*Data section*:
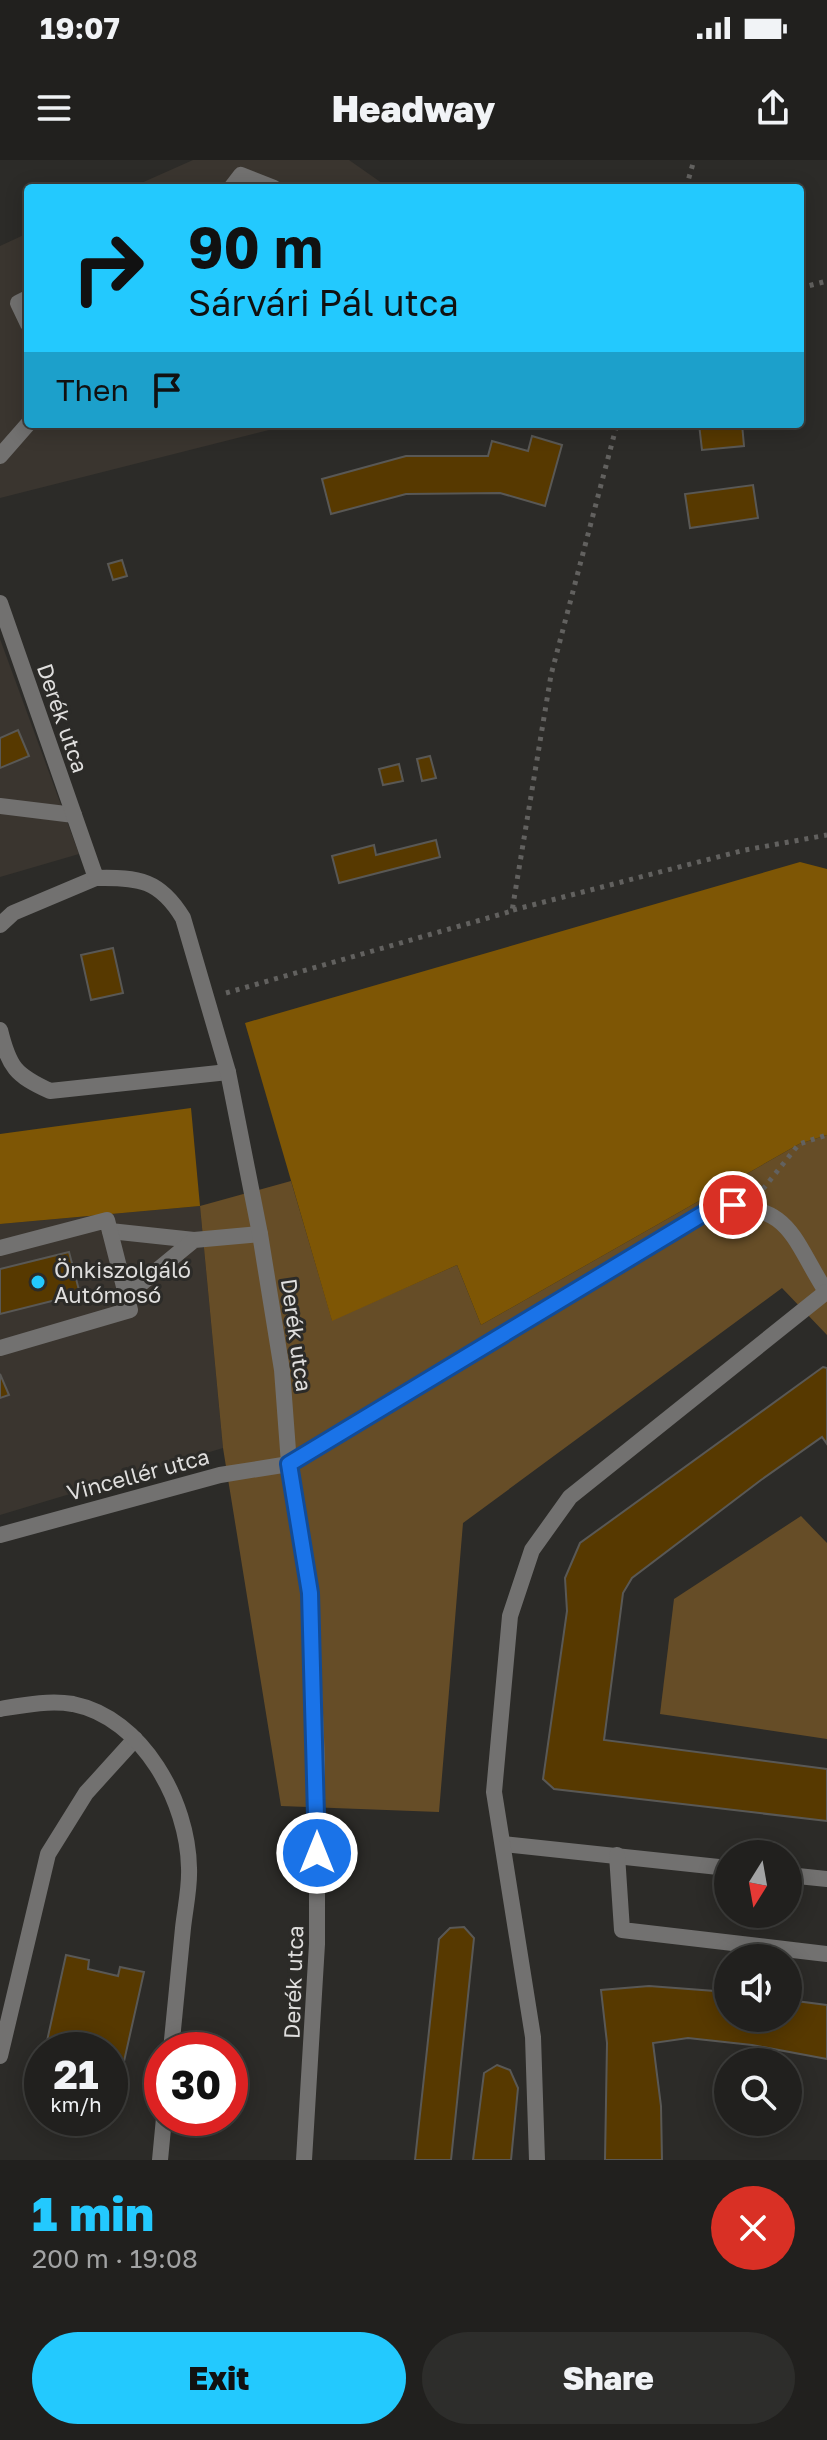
<!DOCTYPE html>
<html lang="en">
<head>
<meta charset="utf-8">
<style>
	body { margin:0; font-family:"Golos Text",sans-serif; background:#2d2d2b; color:#f1f3f6; height:100vh; display:flex; flex-direction:column; font-size:30px; white-space:nowrap }
	* { box-sizing:border-box; margin:0 }
	p { font-size:26px; color:#a2a3a4 }
	.icon { flex:none; width:44px; height:44px; fill:none; stroke:currentColor; stroke-width:2; stroke-linecap:round; stroke-linejoin:round }
	.map { position:relative; height:2000px; overflow:hidden }
	.panel { display:flex; flex-direction:column; background:#21201e; flex:1 }
	.panel>* { flex:none }
	.guide { position:absolute; left:24px; top:24px; width:780px; height:244px; border-radius:8px; box-shadow:0 4px 20px #0003,0 0 0 2px #3e3e3c; background:#23c9fe; color:#111; overflow:hidden }
	.needle { width:52px; rotate:191deg }
	.tools { position:absolute; left:714px; top:1680px; display:grid; gap:16px }
	.tools a { display:grid; place-items:center; width:88px; height:88px; border-radius:50%; background:#21201e; box-shadow:0 4px 20px #0003,0 0 0 2px #3e3e3c; font-size:40px }
	.speed { position:absolute; left:24px; top:1872px; display:flex; gap:16px; font-size:40px; font-weight:700; text-align:center }
	.speed>* { display:grid; place-content:center; width:104px; height:104px; border-radius:50%; background:#21201e; box-shadow:0 4px 20px #0003,0 0 0 2px #3e3e3c; line-height:1 }
	.speed small { font-size:20px; font-weight:400 }
	.speed .limit { border:12px solid #d22; background:#fff; color:#111 }
	.pin { position:absolute; display:grid; place-items:center; width:68px; height:68px; color:#fff; margin:-34px; border:4px solid #fff; border-radius:50%; box-shadow:0 2px 8px #0007 }
	.me { position:absolute; width:88px; margin:-44px; rotate:0deg; stroke-linejoin:round; filter:drop-shadow(0 0 6px #0008) }
	.turn { display:flex; align-items:center; gap:28px; height:168px; padding:0 32px; font-size:36px }
	.turn .icon { width:104px; height:104px; stroke-width:2.5 }
	.turn b { display:block; font-size:56px; line-height:68px }
	.then { display:flex; align-items:center; height:76px; padding:0 32px; background:#0003; gap:16px; font-size:30px }
	.round { display:grid; place-items:center; flex:none; width:84px; height:84px; border-radius:42px; background:#2d2d2b }
	.head { display:flex; align-items:center; justify-content:space-between; height:136px; padding:0 32px }
	h1 { font-size:48px; font-weight:800; line-height:60px; color:#23c9fe }
	.primary-button { display:flex; gap:16px; margin-top:auto; padding:16px 32px }
	.primary-button a { flex:1; height:92px; border-radius:48px; background:#23c9fe; color:#111; font-size:32px; font-weight:800; line-height:92px; text-align:center }
	.primary-button a+a { background:#2d2d2b; color:#f1f3f6 }
	.status { display:flex; justify-content:space-between; align-items:center; height:56px; padding:0 40px; background:#21201e; direction:ltr }
	.status svg { height:22px; fill:currentColor }
	header { display:flex; justify-content:space-between; align-items:center; height:104px; padding:0 32px; background:#21201e; font-size:36px; font-weight:800 }
	.map>svg:first-child { display:block }
</style>
</head>
<body>
<div class="status"><b>19:07</b><svg viewBox="0 0 49 12"><path d="M0 12V9h3v3zM5 12V6h3v6zM10 12V3h3v9zM15 12V0h3v12zM26 1h20v11H26zM47 4h2v5h-2z"/></svg></div>
<header><svg class="icon" aria-label="menu" viewBox="0 0 24 24"><path d="M4 6h16M4 12h16M4 18h16"/></svg>Headway<svg class="icon" aria-label="share" viewBox="0 0 24 24"><path d="M12 15V3M7 8l5-5 5 5M5 13v7h14v-7"/></svg></header>
<div class="map">
<svg width="827" height="2000" viewBox="0 0 827 2000">
	<rect width="100%" height="100%" fill="#2c2b28"/>
	<!-- built -->
	<g fill="#3a352f">
		<polygon points="193,0 349,0 389,28 130,28"/>
		<polygon points="28,73 28,264 293,264 0,338 0,86"/>
		<polygon points="0,479 79,694 0,717"/>
		<polygon points="200,1046 223,1288 0,1355 0,1064"/>
	</g>
	<!-- green -->
	<g fill="#664d27">
		<polygon points="827,975 827,1175 782,1128 463,1363 439,1652 281,1646 223,1288 200,1046 291,1021 332,1160 457,1105 481,1165 799,984"/>
		<polygon points="801,1356 827,1383 827,1579 660,1554 674,1439"/>
	</g>
	<!-- forest -->
	<g fill="#7e5605">
		<polygon points="800,702 827,709 827,975 799,984 481,1165 457,1105 332,1161 245,863"/>
		<polygon points="191,948 200,1046 0,1064 0,974"/>
	</g>
	<!-- building -->
	<g fill="#573900" stroke="#595855" stroke-width="2">
		<polygon points="699,264 742,264 744,286 702,290"/>
		<polygon points="532,276 562,285 545,346 500,333 406,334 331,354 322,319 406,296 488,296 492,281 528,291"/>
		<polygon points="753,325 758,358 690,368 685,334"/>
		<polygon points="122,400 127,416 113,420 108,404"/>
		<polygon points="18,570 29,596 0,608 0,578"/>
		<polygon points="430,596 436,618 422,621 417,599"/>
		<polygon points="399,604 403,621 383,625 379,609"/>
		<polygon points="436,680 440,697 339,723 332,696 374,685 376,695"/>
		<polygon points="113,788 123,833 91,840 81,795"/>
		<polygon points="69,1092 80,1134 0,1154 0,1109"/>
		<polygon points="823,1207 827,1208 827,1284 822,1277 761,1320 632,1418 623,1433 604,1580 827,1609 827,1661 554,1629 543,1619 567,1451 565,1418 580,1383"/>
		<polygon points="0,1214 9,1235 0,1238"/>
		<polygon points="464,1767 474,1778 451,2000 415,2000 439,1779 450,1768"/>
		<polygon points="66,1795 89,1800 88,1809 118,1816 120,1807 144,1812 112,1955 110,1890 45,1890"/>
		<polygon points="649,1826 728,1832 728,1858 788,1858 788,1840 827,1845 827,1899 752,1885 688,1878 653,1883 661,1946 662,2000 605,2000 607,1883 601,1830"/>
		<polygon points="42,1901 42,1939 34,1938"/>
		<polygon points="497,1905 510,1910 518,1928 511,2000 473,2000 484,1913"/>
	</g>
	<g fill="none" stroke-linecap="round" stroke-linejoin="round">
		<!-- path -->
		<g stroke="#62615f" stroke-width="5" stroke-dasharray="4 6" stroke-linecap="butt">
			<polyline points="686,28 694,0"/>
			<polyline points="800,128 827,121"/>
			<polyline points="513,750 745,690 827,675"/>
			<polyline points="226,833 512,751 551,515 617,264"/>
			<polyline points="763,1029 799,984 827,975"/>
		</g>
		<!-- service -->
		<g stroke="#727170" stroke-width="16">
			<polyline points="231,28 241,15 274,28"/>
			<polyline points="28,138 18,143 28,164"/>
			<polyline points="0,296 28,264"/>
			<polyline points="0,646 74,655"/>
			<polyline points="0,765 13,753 96,718"/>
			<path d="M0 870C9 907 15 915 50 931L228 912"/>
			<polyline points="110,1071 194,1080"/>
			<polyline points="0,1088 107,1060 130,1150 0,1188"/>
			<polyline points="126,1136 194,1080 260,1074"/>
			<polyline points="0,1896 48,1694 86,1633 135,1579"/>
		</g>
		<!-- minor -->
		<g stroke="#727170" stroke-width="16">
			<path d="M0 443 96 718C139 717 160 720 183 758L228 912 260 1074 282 1210 289 1304 310 1433 317 1601V1784L304 2000"/>
			<path d="M0 1375 220 1315 289 1304 716 1046C792 1044 791 1077 827 1133"/>
			<path d="M0 1549C24 1545 49 1540 73 1544 143 1558 188 1642 189 1708 190 1727 185 1749 183 1768 179 1809 175 1849 171 1890"/>
			<polyline points="503,1684 728,1708"/>
			<polyline points="617,1695 622,1770 827,1794"/>
			<polyline points="788,1715 827,1719"/>
			<polyline points="160,2000 164,1958"/>
			<polyline points="537,2000 533,1877 494,1632 510,1456 532,1390 570,1337 826,1132"/>
		</g>
	</g>
	<g fill="none" stroke-linecap="round" stroke-linejoin="round">
		<!-- route casing -->
		<g stroke="#114b97" stroke-width="20">
			<polyline id="route" points="317,1693 310,1433 289,1304 716,1046 733,1045"/>
		</g>
		<!-- route -->
		<use href="#route" stroke="#1a73e8" stroke-width="14"/>
	</g>
	<!-- markers -->
	<circle fill="#23c9fe" stroke="#2c2b28" stroke-width="3" cx="38" cy="1122" r="8"/>
	<g text-anchor="middle" dominant-baseline="central" stroke-width="6" stroke-linejoin="round" paint-order="stroke">
		<!-- street labels -->
		<g font-size="22" fill="#dfdedd" stroke="#2c2b28">
			<text transform="translate(63 558) rotate(71)">Derék utca</text>
			<text transform="translate(297 1175) rotate(82)">Derék utca</text>
			<text transform="translate(138 1314) rotate(-15)">Vincellér utca</text>
			<text transform="translate(293 1822) rotate(-88)">Derék utca</text>
		</g>
		<!-- poi labels -->
		<g font-size="22" fill="#dfdedd" stroke="#2c2b28" text-anchor="start">
			<text x="54" y="1109">Önkiszolgáló<tspan x="54" dy="25">Autómosó</tspan></text>
		</g>
	</g>
</svg>
<div class="tools">
<a><svg class="needle" viewBox="-14 -14 28 28"><path d="M0-13l5 13h-10z" fill="#e53935"/><path d="M0 13l5-13h-10z" fill="#a2a3a4"/></svg></a>
<a><svg class="icon" aria-label="sound" viewBox="0 0 24 24"><path d="M4 9h4l5-4v14l-5-4H4zM17 9q2 3 0 6"/></svg></a>
<a><svg class="icon" aria-label="search" viewBox="0 0 24 24"><circle cx="10" cy="10" r="6"/><path d="M15 15l6 6"/></svg></a>
</div>
<div class="speed"><div>21<small>km/h</small></div><div class="limit">30</div></div>
<div class="pin" style="left:733px;top:1045px;background:#d93025"><svg class="icon" aria-label="arrive" viewBox="0 0 24 24"><path d="M6 21V4h12l-3 4 3 4H6"/></svg></div>
<svg class="me" style="left:317px;top:1693px" viewBox="-20 -20 40 40"><circle r="17" fill="#1a73e8" stroke="#fff" stroke-width="3"/><path d="M0-11L8 9 0 5-8 9z" fill="#fff"/></svg>
<div class="guide">
<div class="turn"><svg class="icon" aria-label="right" viewBox="0 0 24 24"><path d="M7 20v-9h11M14 6l5 5-5 5"/></svg><div><b>90 m</b>Sárvári Pál utca</div></div>
<div class="then">Then<svg class="icon" aria-label="arrive" viewBox="0 0 24 24"><path d="M6 21V4h12l-3 4 3 4H6"/></svg></div>
</div>
</div>
<section class="panel">
<div class="head"><div><h1>1 min</h1><p>200 m · 19:08</p></div><a class="round" style="background:#d93025;color:#fff"><svg class="icon" aria-label="close" viewBox="0 0 24 24"><path d="M6 6l12 12M18 6L6 18"/></svg></a></div>
<div class="primary-button"><a>Exit</a><a>Share</a></div>
</section>
</body>
</html>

*Task to carry out*: Starting at the first line of the data, set down each line exactly until you have copied the line with "position:absolute; left:714px; top:1680px;", but leave the pictures out.

*Answer space*:
<!DOCTYPE html>
<html lang="en">
<head>
<meta charset="utf-8">
<style>
	body { margin:0; font-family:"Golos Text",sans-serif; background:#2d2d2b; color:#f1f3f6; height:100vh; display:flex; flex-direction:column; font-size:30px; white-space:nowrap }
	* { box-sizing:border-box; margin:0 }
	p { font-size:26px; color:#a2a3a4 }
	.icon { flex:none; width:44px; height:44px; fill:none; stroke:currentColor; stroke-width:2; stroke-linecap:round; stroke-linejoin:round }
	.map { position:relative; height:2000px; overflow:hidden }
	.panel { display:flex; flex-direction:column; background:#21201e; flex:1 }
	.panel>* { flex:none }
	.guide { position:absolute; left:24px; top:24px; width:780px; height:244px; border-radius:8px; box-shadow:0 4px 20px #0003,0 0 0 2px #3e3e3c; background:#23c9fe; color:#111; overflow:hidden }
	.needle { width:52px; rotate:191deg }
	.tools { position:absolute; left:714px; top:1680px; display:grid; gap:16px }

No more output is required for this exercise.